# Task instructions
Please print the entries below exactly, from the line with "M754,782H777V815L753,814Z" through the line with "M191,82L192,102", including both of those lines and leaving out all others.

[Collected data]
+===+

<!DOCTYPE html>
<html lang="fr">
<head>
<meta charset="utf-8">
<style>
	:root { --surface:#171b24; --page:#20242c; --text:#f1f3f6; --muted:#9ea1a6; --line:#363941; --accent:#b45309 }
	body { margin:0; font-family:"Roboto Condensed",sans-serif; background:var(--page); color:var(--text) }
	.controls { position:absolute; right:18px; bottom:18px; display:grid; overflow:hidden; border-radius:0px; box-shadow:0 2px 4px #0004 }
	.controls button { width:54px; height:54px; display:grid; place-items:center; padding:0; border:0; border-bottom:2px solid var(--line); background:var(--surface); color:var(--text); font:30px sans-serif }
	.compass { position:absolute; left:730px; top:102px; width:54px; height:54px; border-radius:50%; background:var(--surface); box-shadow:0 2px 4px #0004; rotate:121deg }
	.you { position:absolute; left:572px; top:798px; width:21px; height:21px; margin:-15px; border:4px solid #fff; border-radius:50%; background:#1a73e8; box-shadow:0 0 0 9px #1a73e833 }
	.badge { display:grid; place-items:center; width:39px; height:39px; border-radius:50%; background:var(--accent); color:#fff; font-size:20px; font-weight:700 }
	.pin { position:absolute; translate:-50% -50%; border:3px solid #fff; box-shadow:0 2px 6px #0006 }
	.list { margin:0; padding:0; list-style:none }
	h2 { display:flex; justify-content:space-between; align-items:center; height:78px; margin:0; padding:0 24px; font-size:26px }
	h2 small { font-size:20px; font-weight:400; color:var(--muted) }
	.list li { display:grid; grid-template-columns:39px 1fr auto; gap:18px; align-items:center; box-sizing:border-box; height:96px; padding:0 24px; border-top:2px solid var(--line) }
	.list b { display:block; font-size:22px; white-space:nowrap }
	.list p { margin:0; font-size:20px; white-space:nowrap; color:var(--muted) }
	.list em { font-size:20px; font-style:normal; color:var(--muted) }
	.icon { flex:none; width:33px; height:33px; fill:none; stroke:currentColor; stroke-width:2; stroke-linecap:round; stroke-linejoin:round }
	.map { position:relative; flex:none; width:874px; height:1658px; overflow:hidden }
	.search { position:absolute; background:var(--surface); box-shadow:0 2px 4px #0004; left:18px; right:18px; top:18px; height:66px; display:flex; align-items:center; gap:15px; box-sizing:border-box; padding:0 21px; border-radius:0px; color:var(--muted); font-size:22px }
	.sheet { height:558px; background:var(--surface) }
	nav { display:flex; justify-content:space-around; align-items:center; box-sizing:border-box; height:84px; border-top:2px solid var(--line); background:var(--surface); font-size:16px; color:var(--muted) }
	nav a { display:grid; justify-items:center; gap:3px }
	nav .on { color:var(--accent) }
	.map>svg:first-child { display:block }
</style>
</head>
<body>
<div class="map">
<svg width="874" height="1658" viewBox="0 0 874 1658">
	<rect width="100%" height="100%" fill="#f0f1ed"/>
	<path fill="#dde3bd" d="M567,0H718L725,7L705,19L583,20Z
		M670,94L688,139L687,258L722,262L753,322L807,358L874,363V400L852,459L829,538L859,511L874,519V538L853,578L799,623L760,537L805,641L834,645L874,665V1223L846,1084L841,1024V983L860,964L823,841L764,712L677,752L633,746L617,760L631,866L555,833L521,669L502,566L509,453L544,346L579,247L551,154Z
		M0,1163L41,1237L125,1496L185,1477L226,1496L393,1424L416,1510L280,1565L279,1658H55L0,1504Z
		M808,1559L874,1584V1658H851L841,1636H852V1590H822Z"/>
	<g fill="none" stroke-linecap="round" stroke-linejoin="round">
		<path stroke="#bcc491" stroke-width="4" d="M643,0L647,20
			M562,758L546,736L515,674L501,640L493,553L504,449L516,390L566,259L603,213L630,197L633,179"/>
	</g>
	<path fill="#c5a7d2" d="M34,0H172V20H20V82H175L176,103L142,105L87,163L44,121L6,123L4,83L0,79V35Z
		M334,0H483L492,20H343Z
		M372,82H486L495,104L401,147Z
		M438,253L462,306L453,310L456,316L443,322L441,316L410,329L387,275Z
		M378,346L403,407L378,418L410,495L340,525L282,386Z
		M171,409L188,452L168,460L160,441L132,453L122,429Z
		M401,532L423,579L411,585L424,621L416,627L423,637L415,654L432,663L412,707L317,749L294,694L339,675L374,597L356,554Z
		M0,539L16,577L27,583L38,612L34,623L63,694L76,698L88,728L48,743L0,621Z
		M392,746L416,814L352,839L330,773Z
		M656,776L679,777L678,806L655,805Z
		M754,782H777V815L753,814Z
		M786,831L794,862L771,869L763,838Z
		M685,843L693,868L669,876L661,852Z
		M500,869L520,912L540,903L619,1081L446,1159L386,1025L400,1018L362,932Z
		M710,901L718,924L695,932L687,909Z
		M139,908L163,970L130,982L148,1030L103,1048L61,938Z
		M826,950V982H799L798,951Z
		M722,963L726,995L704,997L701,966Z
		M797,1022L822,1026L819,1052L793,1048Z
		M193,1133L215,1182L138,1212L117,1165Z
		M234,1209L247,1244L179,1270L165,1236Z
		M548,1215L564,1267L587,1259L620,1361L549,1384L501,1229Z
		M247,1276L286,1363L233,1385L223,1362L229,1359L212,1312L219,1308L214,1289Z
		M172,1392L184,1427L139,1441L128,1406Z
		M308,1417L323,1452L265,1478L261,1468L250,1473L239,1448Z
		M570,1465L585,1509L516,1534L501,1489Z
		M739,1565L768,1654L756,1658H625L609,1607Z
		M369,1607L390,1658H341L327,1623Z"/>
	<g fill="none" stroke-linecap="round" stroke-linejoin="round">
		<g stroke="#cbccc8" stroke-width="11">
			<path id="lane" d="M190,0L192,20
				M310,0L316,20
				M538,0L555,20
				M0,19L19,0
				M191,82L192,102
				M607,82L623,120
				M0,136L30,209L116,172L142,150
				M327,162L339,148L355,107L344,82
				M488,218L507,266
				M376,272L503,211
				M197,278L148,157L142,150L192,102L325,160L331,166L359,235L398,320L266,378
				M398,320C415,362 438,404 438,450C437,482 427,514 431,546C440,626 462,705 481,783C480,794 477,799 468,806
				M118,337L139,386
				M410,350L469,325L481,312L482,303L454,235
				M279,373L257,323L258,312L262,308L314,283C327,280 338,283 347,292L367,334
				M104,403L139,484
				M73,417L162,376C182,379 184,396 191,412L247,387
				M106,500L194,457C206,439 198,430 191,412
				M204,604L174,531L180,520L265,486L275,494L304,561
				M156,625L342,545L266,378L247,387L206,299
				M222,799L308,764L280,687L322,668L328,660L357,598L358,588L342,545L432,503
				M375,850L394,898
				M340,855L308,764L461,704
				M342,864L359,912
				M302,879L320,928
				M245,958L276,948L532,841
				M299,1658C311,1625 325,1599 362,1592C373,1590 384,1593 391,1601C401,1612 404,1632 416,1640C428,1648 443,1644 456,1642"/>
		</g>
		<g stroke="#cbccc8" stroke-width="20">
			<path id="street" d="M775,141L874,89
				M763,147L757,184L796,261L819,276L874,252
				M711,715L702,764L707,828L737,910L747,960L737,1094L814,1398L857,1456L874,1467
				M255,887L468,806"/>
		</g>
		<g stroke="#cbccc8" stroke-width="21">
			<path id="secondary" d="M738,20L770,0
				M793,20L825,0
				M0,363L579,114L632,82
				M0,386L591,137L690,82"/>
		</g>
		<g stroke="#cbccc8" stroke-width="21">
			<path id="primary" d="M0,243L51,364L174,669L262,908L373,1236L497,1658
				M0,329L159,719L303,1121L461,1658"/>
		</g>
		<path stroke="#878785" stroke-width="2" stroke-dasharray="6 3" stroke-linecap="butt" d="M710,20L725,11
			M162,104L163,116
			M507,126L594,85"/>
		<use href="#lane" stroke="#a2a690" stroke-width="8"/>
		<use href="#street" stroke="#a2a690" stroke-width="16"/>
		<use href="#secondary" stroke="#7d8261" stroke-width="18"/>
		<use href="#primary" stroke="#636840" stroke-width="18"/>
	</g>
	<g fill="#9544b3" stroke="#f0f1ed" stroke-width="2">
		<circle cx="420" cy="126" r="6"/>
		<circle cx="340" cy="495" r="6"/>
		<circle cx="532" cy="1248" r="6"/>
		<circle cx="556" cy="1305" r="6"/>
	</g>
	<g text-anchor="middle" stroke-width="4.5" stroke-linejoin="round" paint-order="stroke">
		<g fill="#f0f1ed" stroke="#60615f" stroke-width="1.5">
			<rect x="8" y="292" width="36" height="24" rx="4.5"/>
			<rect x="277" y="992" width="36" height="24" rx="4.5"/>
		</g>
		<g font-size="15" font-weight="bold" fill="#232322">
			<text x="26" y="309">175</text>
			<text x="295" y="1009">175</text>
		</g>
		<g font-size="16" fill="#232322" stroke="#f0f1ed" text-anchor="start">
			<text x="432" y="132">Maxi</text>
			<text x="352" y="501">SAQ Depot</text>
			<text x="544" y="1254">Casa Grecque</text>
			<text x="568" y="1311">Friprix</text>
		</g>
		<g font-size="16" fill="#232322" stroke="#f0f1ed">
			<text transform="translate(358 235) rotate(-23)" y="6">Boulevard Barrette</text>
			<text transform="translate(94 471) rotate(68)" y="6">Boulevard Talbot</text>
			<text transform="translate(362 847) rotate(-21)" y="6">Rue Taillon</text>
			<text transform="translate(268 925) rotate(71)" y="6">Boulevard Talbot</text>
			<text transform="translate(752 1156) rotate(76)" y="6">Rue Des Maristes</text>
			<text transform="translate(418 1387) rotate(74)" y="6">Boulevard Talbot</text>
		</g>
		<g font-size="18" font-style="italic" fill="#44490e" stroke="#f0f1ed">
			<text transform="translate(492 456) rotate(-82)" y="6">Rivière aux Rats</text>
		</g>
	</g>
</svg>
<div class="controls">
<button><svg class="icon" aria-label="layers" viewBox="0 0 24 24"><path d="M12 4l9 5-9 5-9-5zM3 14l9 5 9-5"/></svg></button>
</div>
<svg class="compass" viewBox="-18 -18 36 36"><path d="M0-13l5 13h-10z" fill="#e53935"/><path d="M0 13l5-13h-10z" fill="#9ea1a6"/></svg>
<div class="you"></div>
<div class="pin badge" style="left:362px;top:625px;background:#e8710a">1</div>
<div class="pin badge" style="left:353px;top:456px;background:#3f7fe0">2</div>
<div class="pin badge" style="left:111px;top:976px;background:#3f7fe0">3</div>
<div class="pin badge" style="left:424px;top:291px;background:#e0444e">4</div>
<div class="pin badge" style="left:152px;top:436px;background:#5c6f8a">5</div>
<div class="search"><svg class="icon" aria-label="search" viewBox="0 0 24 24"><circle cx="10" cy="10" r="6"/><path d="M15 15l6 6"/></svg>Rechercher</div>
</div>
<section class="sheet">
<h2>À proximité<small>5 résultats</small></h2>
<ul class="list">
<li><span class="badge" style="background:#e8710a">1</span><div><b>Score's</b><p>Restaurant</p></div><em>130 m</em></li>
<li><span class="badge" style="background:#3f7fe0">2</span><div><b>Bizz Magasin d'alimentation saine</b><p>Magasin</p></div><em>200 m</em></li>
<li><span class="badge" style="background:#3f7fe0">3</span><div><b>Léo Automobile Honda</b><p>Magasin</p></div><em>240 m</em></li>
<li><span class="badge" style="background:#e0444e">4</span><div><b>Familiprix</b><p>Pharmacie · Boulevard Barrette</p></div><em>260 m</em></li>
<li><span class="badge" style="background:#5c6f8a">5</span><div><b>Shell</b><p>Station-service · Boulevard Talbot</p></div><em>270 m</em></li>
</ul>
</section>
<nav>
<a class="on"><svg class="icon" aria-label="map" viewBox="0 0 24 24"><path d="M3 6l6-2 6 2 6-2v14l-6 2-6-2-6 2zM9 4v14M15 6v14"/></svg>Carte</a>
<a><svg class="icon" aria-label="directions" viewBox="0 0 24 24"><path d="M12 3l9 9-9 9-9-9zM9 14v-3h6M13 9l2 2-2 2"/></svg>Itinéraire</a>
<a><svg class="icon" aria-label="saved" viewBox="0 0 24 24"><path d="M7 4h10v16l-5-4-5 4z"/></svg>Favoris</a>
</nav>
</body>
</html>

+===+

# Answer box
		M754,782H777V815L753,814Z
		M786,831L794,862L771,869L763,838Z
		M685,843L693,868L669,876L661,852Z
		M500,869L520,912L540,903L619,1081L446,1159L386,1025L400,1018L362,932Z
		M710,901L718,924L695,932L687,909Z
		M139,908L163,970L130,982L148,1030L103,1048L61,938Z
		M826,950V982H799L798,951Z
		M722,963L726,995L704,997L701,966Z
		M797,1022L822,1026L819,1052L793,1048Z
		M193,1133L215,1182L138,1212L117,1165Z
		M234,1209L247,1244L179,1270L165,1236Z
		M548,1215L564,1267L587,1259L620,1361L549,1384L501,1229Z
		M247,1276L286,1363L233,1385L223,1362L229,1359L212,1312L219,1308L214,1289Z
		M172,1392L184,1427L139,1441L128,1406Z
		M308,1417L323,1452L265,1478L261,1468L250,1473L239,1448Z
		M570,1465L585,1509L516,1534L501,1489Z
		M739,1565L768,1654L756,1658H625L609,1607Z
		M369,1607L390,1658H341L327,1623Z"/>
	<g fill="none" stroke-linecap="round" stroke-linejoin="round">
		<g stroke="#cbccc8" stroke-width="11">
			<path id="lane" d="M190,0L192,20
				M310,0L316,20
				M538,0L555,20
				M0,19L19,0
				M191,82L192,102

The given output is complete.